The Risk of Highly Dependent Businesses


Over the past few years, a plethora of businesses have cropped up that depend almost exclusively on another company. The most frequent tie-ins include Twitter and Facebook. In recent days, a number of companies that seek to extend Twitter’s functionality have learned the hard way just how risky a business strategy this approach can be.

Twitdroyd and Ubertwitter both faced a shutdown this past week because Twitter no longer felt that it was in their interests to allow them to continue in their current state. I have not been an active user of either service, so I can’t speak to the merits of their products. Ultimately, the quality is irrelevant anyway.
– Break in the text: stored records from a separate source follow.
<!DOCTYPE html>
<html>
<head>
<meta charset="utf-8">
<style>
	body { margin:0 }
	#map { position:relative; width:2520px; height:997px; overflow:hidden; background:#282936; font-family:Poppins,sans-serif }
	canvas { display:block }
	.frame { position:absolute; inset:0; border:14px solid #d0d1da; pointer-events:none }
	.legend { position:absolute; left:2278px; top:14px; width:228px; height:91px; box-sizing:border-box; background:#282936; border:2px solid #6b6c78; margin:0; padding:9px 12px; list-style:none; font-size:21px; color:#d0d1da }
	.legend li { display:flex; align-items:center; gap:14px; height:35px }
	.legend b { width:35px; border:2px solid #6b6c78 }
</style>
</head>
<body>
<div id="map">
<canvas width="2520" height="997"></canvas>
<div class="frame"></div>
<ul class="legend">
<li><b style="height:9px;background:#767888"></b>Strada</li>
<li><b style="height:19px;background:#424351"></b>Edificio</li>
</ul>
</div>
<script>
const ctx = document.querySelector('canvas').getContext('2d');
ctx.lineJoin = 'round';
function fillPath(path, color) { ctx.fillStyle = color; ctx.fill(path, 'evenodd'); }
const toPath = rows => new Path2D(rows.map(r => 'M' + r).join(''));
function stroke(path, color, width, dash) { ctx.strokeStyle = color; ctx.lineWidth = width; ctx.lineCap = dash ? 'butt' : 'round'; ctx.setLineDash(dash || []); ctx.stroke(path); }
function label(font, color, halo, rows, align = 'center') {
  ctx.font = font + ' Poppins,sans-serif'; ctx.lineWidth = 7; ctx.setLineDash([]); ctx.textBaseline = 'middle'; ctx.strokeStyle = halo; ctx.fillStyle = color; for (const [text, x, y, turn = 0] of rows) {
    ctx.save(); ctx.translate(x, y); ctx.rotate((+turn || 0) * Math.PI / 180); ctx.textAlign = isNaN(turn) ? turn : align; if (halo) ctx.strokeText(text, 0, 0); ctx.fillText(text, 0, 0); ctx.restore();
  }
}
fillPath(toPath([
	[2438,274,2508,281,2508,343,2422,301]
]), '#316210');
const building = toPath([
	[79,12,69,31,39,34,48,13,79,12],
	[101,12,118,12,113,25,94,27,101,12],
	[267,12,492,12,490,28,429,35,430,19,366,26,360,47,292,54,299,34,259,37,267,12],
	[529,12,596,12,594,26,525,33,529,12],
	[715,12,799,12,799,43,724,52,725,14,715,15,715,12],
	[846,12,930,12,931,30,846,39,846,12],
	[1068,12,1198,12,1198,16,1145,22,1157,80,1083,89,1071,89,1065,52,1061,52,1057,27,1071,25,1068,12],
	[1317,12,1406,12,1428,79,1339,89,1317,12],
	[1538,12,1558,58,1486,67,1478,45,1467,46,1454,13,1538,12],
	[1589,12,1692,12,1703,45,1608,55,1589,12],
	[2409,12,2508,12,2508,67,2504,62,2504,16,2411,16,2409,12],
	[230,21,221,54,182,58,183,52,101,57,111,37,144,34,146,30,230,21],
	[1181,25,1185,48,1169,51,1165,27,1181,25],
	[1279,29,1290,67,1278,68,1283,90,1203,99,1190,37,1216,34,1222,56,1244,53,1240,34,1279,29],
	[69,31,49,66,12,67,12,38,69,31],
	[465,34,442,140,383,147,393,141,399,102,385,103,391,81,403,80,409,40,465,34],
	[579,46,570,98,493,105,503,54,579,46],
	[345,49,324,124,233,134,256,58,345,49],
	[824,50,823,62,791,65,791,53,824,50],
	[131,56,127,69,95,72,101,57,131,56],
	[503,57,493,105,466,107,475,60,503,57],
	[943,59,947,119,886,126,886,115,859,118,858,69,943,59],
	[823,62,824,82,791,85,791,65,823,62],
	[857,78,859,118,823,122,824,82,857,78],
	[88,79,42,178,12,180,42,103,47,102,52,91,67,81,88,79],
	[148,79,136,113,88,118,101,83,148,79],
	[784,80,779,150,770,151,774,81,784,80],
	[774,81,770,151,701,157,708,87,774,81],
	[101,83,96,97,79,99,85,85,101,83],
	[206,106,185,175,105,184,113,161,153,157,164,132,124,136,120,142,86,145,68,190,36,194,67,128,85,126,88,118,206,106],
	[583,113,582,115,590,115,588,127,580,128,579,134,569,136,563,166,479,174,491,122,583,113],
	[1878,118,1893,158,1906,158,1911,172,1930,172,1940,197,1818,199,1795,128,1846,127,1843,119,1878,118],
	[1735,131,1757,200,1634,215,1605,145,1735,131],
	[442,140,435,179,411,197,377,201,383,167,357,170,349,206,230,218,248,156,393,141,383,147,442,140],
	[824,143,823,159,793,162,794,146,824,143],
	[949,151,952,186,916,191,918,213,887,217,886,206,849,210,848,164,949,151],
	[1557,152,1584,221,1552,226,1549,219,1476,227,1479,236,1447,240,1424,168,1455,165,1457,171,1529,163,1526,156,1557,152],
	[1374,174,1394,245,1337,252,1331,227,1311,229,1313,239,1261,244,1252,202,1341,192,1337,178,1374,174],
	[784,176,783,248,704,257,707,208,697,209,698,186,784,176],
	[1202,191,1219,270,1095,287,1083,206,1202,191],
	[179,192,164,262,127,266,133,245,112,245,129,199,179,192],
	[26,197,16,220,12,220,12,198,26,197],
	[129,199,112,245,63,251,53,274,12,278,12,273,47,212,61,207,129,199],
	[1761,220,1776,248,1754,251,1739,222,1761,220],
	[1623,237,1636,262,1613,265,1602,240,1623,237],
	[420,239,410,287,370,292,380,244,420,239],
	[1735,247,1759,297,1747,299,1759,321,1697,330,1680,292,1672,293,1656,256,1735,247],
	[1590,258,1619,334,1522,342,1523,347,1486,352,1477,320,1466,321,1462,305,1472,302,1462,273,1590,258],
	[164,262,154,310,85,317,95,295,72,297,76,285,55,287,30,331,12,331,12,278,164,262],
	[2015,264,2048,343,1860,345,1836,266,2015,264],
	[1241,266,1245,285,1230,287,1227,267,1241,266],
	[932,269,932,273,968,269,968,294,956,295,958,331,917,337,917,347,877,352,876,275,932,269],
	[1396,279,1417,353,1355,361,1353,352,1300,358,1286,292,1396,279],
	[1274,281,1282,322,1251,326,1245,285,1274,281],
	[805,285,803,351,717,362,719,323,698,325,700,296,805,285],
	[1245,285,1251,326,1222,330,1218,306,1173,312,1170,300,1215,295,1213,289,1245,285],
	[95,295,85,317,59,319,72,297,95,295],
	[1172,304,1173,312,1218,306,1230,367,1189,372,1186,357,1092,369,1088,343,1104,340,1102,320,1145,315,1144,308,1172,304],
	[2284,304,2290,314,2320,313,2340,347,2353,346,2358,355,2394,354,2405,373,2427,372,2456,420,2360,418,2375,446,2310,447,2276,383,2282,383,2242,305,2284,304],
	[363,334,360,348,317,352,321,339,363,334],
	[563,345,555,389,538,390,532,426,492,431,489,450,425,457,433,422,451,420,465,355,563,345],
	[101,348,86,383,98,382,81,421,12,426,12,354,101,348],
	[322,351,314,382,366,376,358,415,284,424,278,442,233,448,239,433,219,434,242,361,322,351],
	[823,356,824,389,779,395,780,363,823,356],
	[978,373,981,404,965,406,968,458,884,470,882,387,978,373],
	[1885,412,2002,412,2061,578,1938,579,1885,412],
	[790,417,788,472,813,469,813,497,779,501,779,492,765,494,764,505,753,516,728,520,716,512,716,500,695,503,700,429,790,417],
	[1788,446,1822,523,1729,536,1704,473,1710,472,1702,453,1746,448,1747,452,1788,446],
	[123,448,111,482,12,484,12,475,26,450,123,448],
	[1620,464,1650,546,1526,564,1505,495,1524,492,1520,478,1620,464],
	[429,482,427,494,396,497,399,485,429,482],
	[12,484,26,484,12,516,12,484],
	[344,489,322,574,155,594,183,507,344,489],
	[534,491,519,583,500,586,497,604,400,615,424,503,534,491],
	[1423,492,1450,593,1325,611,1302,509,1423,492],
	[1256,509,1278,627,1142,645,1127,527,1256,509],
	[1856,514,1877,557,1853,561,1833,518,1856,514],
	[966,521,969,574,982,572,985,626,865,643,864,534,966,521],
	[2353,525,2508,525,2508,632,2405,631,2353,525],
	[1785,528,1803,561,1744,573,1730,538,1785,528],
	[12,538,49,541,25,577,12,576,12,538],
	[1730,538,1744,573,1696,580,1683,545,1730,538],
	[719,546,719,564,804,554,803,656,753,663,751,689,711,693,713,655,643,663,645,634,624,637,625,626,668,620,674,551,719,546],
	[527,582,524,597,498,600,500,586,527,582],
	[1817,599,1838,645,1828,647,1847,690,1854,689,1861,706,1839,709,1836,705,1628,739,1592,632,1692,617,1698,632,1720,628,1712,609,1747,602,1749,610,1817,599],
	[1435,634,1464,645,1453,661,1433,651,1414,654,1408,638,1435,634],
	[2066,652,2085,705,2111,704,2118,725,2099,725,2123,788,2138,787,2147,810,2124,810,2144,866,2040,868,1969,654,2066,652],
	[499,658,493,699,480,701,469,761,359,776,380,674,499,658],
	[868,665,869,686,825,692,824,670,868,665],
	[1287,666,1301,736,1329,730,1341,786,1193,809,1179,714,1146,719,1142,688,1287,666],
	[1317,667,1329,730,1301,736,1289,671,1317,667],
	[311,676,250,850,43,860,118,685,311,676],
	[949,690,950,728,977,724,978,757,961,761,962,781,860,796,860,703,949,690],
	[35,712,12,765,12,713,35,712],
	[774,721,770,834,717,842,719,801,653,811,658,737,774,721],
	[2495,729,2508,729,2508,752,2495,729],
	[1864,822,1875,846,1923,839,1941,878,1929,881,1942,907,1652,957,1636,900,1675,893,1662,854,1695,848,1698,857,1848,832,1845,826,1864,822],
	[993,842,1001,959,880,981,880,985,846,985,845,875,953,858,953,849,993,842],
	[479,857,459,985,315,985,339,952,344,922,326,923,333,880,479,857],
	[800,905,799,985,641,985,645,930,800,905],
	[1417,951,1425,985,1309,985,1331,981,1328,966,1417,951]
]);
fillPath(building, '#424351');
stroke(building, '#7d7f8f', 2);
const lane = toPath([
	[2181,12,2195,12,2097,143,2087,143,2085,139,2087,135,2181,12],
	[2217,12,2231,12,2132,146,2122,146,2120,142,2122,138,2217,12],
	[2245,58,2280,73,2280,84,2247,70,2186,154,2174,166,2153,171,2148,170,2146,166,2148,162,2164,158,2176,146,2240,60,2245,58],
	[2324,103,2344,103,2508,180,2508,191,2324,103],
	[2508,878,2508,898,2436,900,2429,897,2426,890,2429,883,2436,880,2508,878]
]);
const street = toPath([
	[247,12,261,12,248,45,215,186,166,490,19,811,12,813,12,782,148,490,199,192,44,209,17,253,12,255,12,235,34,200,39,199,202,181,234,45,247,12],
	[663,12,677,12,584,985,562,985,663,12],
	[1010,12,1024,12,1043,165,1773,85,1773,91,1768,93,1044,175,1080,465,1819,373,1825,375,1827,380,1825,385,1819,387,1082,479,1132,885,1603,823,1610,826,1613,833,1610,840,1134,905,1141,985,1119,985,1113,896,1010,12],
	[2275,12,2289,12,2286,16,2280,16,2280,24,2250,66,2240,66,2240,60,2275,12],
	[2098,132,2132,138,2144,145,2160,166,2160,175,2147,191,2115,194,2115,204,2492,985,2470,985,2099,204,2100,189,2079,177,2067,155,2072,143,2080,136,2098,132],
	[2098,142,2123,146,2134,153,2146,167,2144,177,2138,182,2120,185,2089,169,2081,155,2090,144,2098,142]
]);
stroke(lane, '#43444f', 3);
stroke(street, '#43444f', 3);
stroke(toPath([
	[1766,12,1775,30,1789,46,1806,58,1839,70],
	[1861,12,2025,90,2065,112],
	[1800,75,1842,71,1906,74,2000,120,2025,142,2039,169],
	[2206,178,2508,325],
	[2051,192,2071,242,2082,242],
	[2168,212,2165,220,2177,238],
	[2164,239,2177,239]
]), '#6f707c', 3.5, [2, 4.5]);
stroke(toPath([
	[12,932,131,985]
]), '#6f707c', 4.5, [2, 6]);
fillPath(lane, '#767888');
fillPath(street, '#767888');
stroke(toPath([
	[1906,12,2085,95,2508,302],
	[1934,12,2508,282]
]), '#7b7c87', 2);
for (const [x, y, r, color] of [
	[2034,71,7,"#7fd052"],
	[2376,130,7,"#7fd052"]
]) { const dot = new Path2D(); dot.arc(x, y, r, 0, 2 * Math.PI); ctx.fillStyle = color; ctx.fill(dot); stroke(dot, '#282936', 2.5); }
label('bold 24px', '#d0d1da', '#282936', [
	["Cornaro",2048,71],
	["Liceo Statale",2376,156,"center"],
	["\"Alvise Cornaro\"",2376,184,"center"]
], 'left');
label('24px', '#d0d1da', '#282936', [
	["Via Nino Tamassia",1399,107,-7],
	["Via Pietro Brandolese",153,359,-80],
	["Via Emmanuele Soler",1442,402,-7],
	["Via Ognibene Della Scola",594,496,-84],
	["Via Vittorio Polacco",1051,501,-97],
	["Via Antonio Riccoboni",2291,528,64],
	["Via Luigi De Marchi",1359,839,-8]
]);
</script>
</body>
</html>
Any business that relies on the existence of another for its own survival places itself at a considerable risk. This is especially the case when there is no contractual financial relationship between the parties. For example, it’s one thing to have one (or very few) major clients for one’s business — that risk can be mitigated by signing long-term contracts. It’s still not a great idea when building a viable venture for the long haul, but it’s not a complete roll of the dice.

However, the trend in the Internet era seems to be to create services that take advantage of “open” API’s to build new products. But if these new services are not appropriately diversified, they can be wiped out entirely in a matter of minutes by whatever other entity they are dependent on.

Now many will argue that things like Twitter and Facebook are “platforms” and therefore it’s OK to base a business on them. After all, it must be in the interest of those companies to foster the developer community around them. And it is — up to a point. But as pressure mounts on the platform companies to generate more revenue and margins, the dynamic changes. In addition, as these social networks mature and achieve critical mass, they no longer benefit as much from the contributions of outsiders.

Others may point out that the world of technology has a long history of software makers providing add-ons for major products like Microsoft Office, Adobe Photoshop, and others. And this is true. But the traditional software model is also quite a bit different because publishers could not typically freeze out an add-on product as easily as flipping a light switch. Indeed, as long as users didn’t upgrade to a new release of the underlying product that would break the add-on, it could continue to survive.

Of course, the other failure in many of these cases is adopting the name of the “host” company as part of the product name. It was always likely that a service like UberTwitter would come under attack because it directly appropriates another company’s name as part of its own. That would never survive a legal challenge. Even those that use some variant of Twitter are likely at risk of at least a forced name change. Why take that risk?

Any entrepreneur who spots a great business opportunity in building upon an existing web service would be wise to think ahead to how to best insulate the new venture from the business whims and legal machinations of other companies. To be best positioned for long-term success, one needs to have as much control over one’s own destiny as possible.